Feminist and queer interventions uncover power dynamics that are central to the liveability of bodies and serve many different purposes: political, cultural, economic. They are primarily preoccupied with the gendered, classed, and racialized component of structural violence and their ultimate unfolding at the global stage. Overall, the course takes an interdisciplinary approach. It provides a comprehensive understanding of the deployment of gender and sexuality around International Relations, International Law, conflict resolution, peace-building, political participation, human rights, development and society and thus encompasses micro, meso and macro levels of analysis.

Students will acquire theoretical and methodological tools to study gender across a range of contemporary events and spheres, including NGO-ization, Metoo, necropolitics, the rise of neoliberalism and populism, peace-building and governance. This course is predicated upon an intersectional approach that upholds the intersection of gender race, class, sexuality, ethnicity and further categories.

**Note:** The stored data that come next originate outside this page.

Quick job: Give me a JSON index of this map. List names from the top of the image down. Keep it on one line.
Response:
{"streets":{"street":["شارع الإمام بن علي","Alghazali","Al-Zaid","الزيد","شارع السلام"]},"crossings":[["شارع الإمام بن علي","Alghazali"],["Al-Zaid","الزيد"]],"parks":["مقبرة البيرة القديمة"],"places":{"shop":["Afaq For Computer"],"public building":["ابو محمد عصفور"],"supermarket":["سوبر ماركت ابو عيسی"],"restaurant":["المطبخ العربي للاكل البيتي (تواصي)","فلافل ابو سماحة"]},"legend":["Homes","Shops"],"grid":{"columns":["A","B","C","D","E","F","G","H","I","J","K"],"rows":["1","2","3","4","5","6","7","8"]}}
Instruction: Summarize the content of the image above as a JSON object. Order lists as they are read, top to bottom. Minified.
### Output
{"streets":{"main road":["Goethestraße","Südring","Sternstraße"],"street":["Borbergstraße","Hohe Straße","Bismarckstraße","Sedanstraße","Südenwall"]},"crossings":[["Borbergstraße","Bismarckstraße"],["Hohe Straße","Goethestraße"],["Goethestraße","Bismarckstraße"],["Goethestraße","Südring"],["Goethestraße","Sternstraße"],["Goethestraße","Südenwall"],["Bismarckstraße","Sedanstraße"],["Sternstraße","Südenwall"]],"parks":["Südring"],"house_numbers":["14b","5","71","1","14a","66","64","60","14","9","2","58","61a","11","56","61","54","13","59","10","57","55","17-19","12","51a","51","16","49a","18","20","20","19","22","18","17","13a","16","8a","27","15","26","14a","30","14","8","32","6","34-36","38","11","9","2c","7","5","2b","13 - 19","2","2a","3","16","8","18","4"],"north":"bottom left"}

This module requires students to think critically about the world through the examination of the gendered aspect of cultural production, policy-making, and politics, among others. Students will gain an interdisciplinary social science foundation, that brings together theoretical grounding in gender theory, feminist approaches to knowledge production, and decolonial approaches. By engaging with a series of key debates related to gender and sexuality, the students will gain an understanding of their centrality to global politics and processes.

The course draws from the wealth of the scholarship on sex, gender, and violence. The topics covered include the continuum of violence, the gendered causes and consequences of war, women’s involvement in violence, the deployment of sexuality in foreign policies. The course also includes seminal and critical policy responses and interventions addressing said violence. Readings in the module include a mix of seminal articles/work by academics from a diversity of disciplines including development reports, legal analysis and academic articles (including book chapters).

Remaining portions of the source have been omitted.